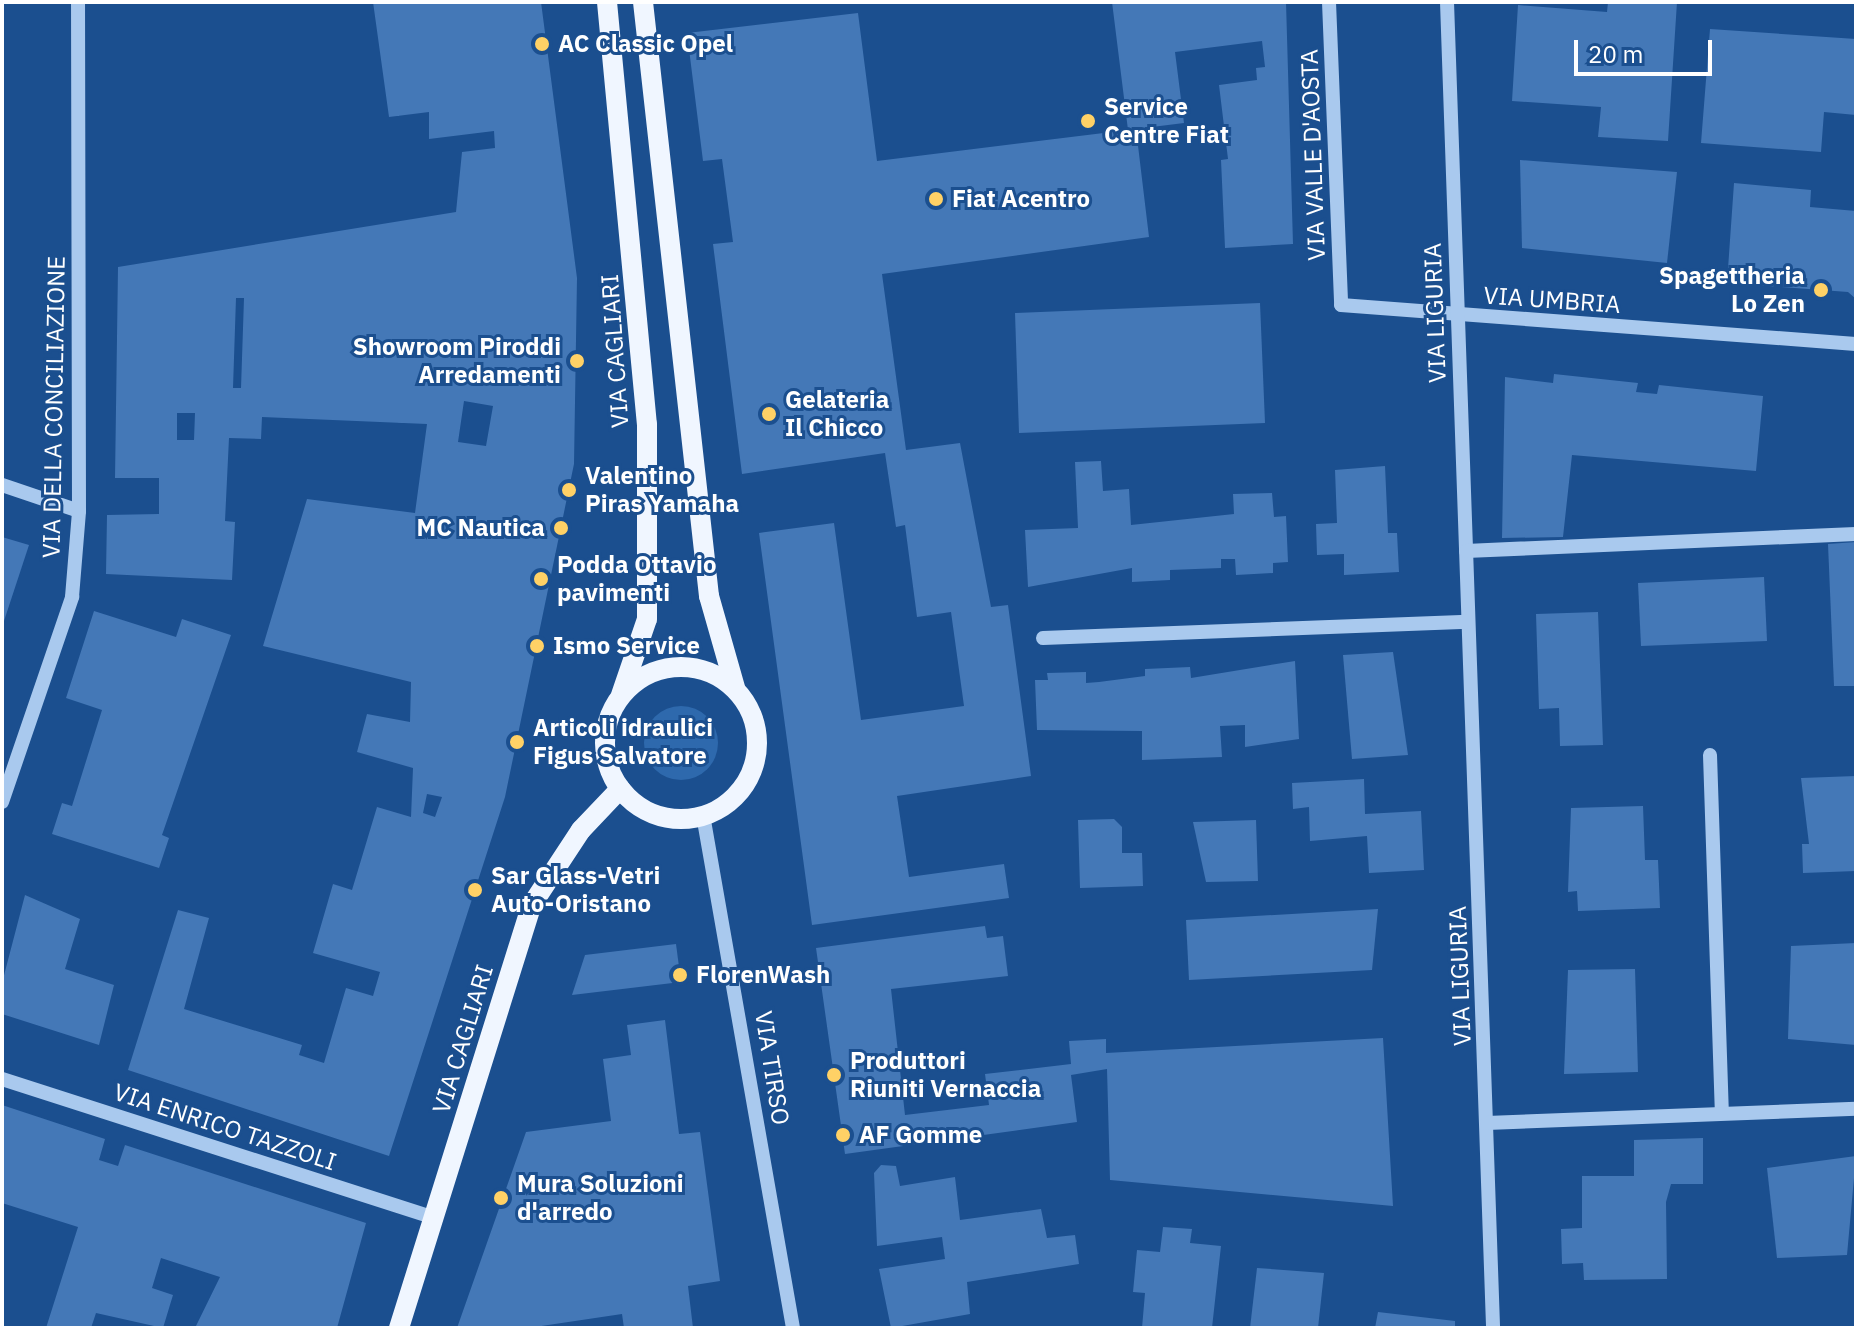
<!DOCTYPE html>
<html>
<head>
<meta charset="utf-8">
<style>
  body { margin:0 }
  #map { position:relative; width:1858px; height:1330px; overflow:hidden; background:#1b4f8f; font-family:"IBM Plex Sans",sans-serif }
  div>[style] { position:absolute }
  .green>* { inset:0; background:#2e69ad }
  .round { border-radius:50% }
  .building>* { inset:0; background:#4478b7 }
  .minor>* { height:14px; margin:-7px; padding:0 7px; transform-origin:7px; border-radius:7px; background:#a9c9ee }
  .major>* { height:20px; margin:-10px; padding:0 10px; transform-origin:10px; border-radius:10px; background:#f0f6ff }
  .major>.ring { margin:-10px; padding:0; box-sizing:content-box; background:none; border:20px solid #f0f6ff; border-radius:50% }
  .dots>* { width:22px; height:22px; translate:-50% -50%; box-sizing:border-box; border:4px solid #1b4f8f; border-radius:50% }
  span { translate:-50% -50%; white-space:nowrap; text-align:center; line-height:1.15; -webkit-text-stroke:6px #1b4f8f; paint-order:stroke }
  .poi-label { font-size:24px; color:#fff; font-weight:700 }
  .left { translate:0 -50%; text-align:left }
  .right { translate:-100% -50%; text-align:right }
  .street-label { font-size:24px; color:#fff }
  .frame { position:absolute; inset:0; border:4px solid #fff; pointer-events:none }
  .scale { position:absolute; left:1574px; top:40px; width:138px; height:36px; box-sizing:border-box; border:4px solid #fff; border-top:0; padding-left:10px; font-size:24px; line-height:28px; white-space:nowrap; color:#fff; -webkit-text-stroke:6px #1b4f8f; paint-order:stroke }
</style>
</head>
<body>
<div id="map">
  <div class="green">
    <div class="round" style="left:644px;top:706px;width:74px;height:74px"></div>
  </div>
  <div class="building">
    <div style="clip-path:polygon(evenodd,373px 2px,541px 2px,577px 278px,574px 464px,505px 797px,389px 1156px,128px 1070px,178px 910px,209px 918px,184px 1009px,302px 1045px,299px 1055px,324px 1063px,346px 988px,373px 996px,380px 972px,313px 953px,333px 884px,352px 890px,377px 807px,411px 817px,413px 768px,357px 752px,367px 714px,410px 722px,411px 682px,263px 646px,307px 499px,415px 513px,427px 424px,262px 417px,261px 439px,229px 438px,225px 521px,235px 522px,232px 580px,106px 574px,107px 515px,159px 514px,159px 478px,115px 478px,118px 267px,456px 212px,462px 152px,495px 148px,494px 131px,429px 139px,429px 112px,389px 117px,373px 2px,236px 298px,244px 298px,241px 388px,233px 388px,236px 298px,373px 2px,464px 401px,493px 406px,486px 446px,458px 442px,464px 401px,373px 2px,177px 413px,195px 413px,194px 440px,177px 440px,177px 413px,373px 2px,427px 794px,442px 797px,435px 817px,423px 813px,427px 794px)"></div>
    <div style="clip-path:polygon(1112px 2px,1286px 2px,1293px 244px,1225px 248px,1221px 160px,1228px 159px,1219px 85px,1257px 80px,1256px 68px,1265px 67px,1262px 41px,1175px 52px,1184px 123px,1136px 129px,1149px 237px,882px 274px,906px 450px,960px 443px,991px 607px,1008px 605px,1031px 776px,897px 796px,909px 877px,1004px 864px,1009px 898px,812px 925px,759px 533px,834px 523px,861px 720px,964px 706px,951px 612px,917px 617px,905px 525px,896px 527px,885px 453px,742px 474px,713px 244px,733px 242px,722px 159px,703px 161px,687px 33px,858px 13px,877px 161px,1128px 130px)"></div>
    <div style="clip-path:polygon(1608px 2px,1677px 2px,1668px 141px,1598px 137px,1601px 107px,1512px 101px,1518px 5px,1607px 12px)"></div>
    <div style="clip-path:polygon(1710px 29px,1856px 39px,1856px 115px,1824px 112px,1821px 152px,1701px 143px)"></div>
    <div style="clip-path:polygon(1520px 160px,1677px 172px,1667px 263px,1522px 248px)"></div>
    <div style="clip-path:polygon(1734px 183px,1811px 190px,1810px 207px,1856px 211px,1856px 299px,1848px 292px,1727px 283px)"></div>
    <div style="clip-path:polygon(1260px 303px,1265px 423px,1019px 433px,1015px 313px)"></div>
    <div style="clip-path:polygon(1554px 374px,1638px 383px,1636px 392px,1657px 394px,1659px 385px,1763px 396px,1756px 471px,1572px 455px,1563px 537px,1502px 538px,1505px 377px,1553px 383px)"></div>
    <div style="clip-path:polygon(1101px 461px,1103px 491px,1129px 489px,1131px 525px,1234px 514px,1233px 494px,1272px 493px,1274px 517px,1286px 516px,1288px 562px,1273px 563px,1273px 573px,1236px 575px,1235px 559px,1221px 559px,1221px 568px,1170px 570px,1170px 580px,1132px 582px,1132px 568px,1028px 587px,1025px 530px,1078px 528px,1075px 462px)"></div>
    <div style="clip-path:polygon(1385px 466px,1388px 533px,1397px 533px,1399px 572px,1344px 575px,1344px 554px,1317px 555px,1316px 524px,1337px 523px,1335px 470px)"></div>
    <div style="clip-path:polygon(2px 537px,29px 545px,3px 624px,2px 624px)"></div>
    <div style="clip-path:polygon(1856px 542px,1856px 686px,1834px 686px,1828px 544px)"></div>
    <div style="clip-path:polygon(1764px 577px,1767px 641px,1641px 646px,1638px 583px)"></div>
    <div style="clip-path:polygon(94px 611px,176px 637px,182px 619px,231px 635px,162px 835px,169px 838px,159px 868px,52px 834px,62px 803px,72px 806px,102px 710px,66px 698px)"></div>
    <div style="clip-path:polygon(1598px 612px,1603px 745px,1560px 746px,1559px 708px,1539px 709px,1536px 614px)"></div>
    <div style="clip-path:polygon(1393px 652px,1408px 755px,1352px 759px,1343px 655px)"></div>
    <div style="clip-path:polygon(1295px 661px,1299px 739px,1245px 747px,1245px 725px,1220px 726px,1222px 757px,1142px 760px,1142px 731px,1037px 730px,1035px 680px,1048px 680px,1047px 673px,1086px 672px,1086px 683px,1099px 682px,1145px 676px,1145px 669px,1190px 667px,1191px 678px)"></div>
    <div style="clip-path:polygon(1856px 776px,1856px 871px,1803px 873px,1802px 844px,1809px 844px,1801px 778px)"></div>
    <div style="clip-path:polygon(1364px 779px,1365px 814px,1421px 811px,1424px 870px,1369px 873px,1367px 836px,1310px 841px,1309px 807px,1293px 809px,1292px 783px)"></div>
    <div style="clip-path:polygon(1643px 806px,1645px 860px,1658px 860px,1660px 908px,1578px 911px,1577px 891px,1568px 892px,1571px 808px)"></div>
    <div style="clip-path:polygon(1114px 819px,1122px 827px,1122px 853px,1142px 853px,1143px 886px,1080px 888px,1078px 820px)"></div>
    <div style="clip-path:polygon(1256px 820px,1258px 881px,1206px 882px,1193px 822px)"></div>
    <div style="clip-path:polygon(25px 895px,80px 919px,65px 969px,114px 985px,99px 1045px,2px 1014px,2px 983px)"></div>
    <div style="clip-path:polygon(1378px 909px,1372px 970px,1189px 980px,1186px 920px)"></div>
    <div style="clip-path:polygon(985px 926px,987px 938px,1003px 936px,1008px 976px,891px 989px,905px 1115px,989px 1105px,985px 1074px,1071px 1064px,1069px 1041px,1106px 1039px,1106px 1053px,1383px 1038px,1393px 1206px,1110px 1180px,1107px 1069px,1071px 1075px,1077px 1122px,845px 1154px,816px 948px)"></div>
    <div style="clip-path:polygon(1856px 943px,1856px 1045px,1788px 1039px,1791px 946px)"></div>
    <div style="clip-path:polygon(676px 944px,681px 982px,572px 995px,585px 955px)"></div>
    <div style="clip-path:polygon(1635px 969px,1638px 1072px,1564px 1074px,1568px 970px)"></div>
    <div style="clip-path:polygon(665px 1020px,679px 1134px,700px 1132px,720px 1281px,688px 1286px,693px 1328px,624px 1328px,622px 1314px,528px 1328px,457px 1328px,526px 1132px,611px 1121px,603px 1059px,631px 1055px,627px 1025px)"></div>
    <div style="clip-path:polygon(2px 1105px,105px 1139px,99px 1160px,118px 1166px,125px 1145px,366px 1223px,337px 1328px,195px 1328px,220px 1277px,161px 1258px,152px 1288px,173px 1295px,163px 1328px,96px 1313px,91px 1328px,46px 1328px,78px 1227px,2px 1203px)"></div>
    <div style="clip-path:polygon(1703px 1138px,1703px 1184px,1671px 1184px,1666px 1202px,1667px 1279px,1584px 1280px,1583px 1263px,1562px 1264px,1561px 1229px,1582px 1228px,1582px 1176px,1634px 1176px,1634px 1140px)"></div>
    <div style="clip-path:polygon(1856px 1156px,1847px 1255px,1777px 1258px,1767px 1168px)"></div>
    <div style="clip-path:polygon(881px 1165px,896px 1166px,900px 1186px,955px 1177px,960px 1220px,1041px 1209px,1047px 1238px,1075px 1235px,1079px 1264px,967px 1282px,970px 1314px,891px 1328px,879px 1269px,945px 1259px,942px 1237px,877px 1246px,874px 1173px)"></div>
    <div style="clip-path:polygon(1163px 1227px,1192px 1229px,1190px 1243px,1221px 1246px,1212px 1328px,1142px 1328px,1145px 1293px,1133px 1292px,1137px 1250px,1160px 1252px)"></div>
    <div style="clip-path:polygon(1257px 1268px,1324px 1273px,1318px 1328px,1250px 1328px)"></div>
    <div style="clip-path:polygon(1378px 1312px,1455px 1321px,1455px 1328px,1375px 1328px)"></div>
  </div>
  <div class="minor">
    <div style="left:1329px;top:2px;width:303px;rotate:87.7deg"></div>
    <div style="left:1341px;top:305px;width:516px;rotate:4.33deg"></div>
    <div style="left:1447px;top:2px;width:1327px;rotate:88.01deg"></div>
    <div style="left:2px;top:485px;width:81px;rotate:18.7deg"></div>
    <div style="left:1466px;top:551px;width:390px;rotate:-2.5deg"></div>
    <div style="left:1043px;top:638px;width:425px;rotate:-2.2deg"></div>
    <div style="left:1710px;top:755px;width:358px;rotate:88.1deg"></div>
    <div style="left:2px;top:802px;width:217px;rotate:-71.1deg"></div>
    <div style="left:72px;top:597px;width:86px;rotate:-85.3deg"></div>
    <div style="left:79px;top:511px;width:509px;rotate:-90.11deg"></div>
    <div style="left:703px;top:815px;width:521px;rotate:80.05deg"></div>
    <div style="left:2px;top:1079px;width:455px;rotate:17.8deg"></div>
    <div style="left:1487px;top:1123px;width:369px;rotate:-2.2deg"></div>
  </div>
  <div class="major">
    <div style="left:607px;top:2px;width:424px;rotate:84.6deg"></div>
    <div style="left:647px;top:424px;width:195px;rotate:90deg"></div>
    <div style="left:647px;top:619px;width:80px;rotate:108.9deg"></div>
    <div style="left:643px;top:2px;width:598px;rotate:83.66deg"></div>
    <div style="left:709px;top:596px;width:95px;rotate:74.1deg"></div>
    <div class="ring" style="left:605px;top:667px;width:132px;height:132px"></div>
    <div style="left:399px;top:1328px;width:442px;rotate:-72.6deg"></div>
    <div style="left:531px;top:906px;width:91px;rotate:-56.7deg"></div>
    <div style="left:581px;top:830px;width:57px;rotate:-46.4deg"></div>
  </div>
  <div class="dots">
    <div style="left:542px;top:44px;background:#ffd166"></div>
    <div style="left:1088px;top:121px;background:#ffd166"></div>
    <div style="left:936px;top:199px;background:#ffd166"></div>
    <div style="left:1821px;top:290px;background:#ffd166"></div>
    <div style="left:577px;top:361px;background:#ffd166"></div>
    <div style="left:769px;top:414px;background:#ffd166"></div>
    <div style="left:569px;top:490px;background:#ffd166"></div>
    <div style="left:561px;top:528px;background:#ffd166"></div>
    <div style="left:541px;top:579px;background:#ffd166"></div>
    <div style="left:537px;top:646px;background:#ffd166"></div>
    <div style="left:517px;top:742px;background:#ffd166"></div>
    <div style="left:475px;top:890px;background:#ffd166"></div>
    <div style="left:680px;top:975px;background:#ffd166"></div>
    <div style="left:834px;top:1075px;background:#ffd166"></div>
    <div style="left:843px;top:1135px;background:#ffd166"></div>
    <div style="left:501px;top:1198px;background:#ffd166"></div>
  </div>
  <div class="poi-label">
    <span class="left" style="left:558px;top:44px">AC Classic Opel</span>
    <span class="left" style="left:1104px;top:121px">Service<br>Centre Fiat</span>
    <span class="left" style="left:952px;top:199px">Fiat Acentro</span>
    <span class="right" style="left:1805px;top:290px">Spagettheria<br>Lo Zen</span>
    <span class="right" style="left:561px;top:361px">Showroom Piroddi<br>Arredamenti</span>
    <span class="left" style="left:785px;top:414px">Gelateria<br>Il Chicco</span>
    <span class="left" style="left:585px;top:490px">Valentino<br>Piras Yamaha</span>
    <span class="right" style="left:545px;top:528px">MC Nautica</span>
    <span class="left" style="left:557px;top:579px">Podda Ottavio<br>pavimenti</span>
    <span class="left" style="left:553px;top:646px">Ismo Service</span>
    <span class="left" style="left:533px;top:742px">Articoli idraulici<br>Figus Salvatore</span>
    <span class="left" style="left:491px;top:890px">Sar Glass-Vetri<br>Auto-Oristano</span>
    <span class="left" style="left:696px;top:975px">FlorenWash</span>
    <span class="left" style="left:850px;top:1075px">Produttori<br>Riuniti Vernaccia</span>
    <span class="left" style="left:859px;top:1135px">AF Gomme</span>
    <span class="left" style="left:517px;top:1198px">Mura Soluzioni<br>d'arredo</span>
  </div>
  <div class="street-label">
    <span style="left:1313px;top:155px;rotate:-92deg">VIA VALLE D'AOSTA</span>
    <span style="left:1552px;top:300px;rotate:4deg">VIA UMBRIA</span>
    <span style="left:1435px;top:313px;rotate:-92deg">VIA LIGURIA</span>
    <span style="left:615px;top:351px;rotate:-94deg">VIA CAGLIARI</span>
    <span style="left:54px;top:407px;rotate:-89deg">VIA DELLA CONCILIAZIONE</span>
    <span style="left:1460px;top:976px;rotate:-92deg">VIA LIGURIA</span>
    <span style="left:463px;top:1039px;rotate:-73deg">VIA CAGLIARI</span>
    <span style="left:772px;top:1068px;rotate:81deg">VIA TIRSO</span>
    <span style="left:225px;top:1127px;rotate:18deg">VIA ENRICO TAZZOLI</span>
  </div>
  <div class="frame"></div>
  <div class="scale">20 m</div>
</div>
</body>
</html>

REQUIRED ACTION =
Please return only the lines from the top of the data through the line with "position:relative; width:1858px; height:1330px;", exactly as written, and drop every picture.

REPLY =
<!DOCTYPE html>
<html>
<head>
<meta charset="utf-8">
<style>
  body { margin:0 }
  #map { position:relative; width:1858px; height:1330px; overflow:hidden; background:#1b4f8f; font-family:"IBM Plex Sans",sans-serif }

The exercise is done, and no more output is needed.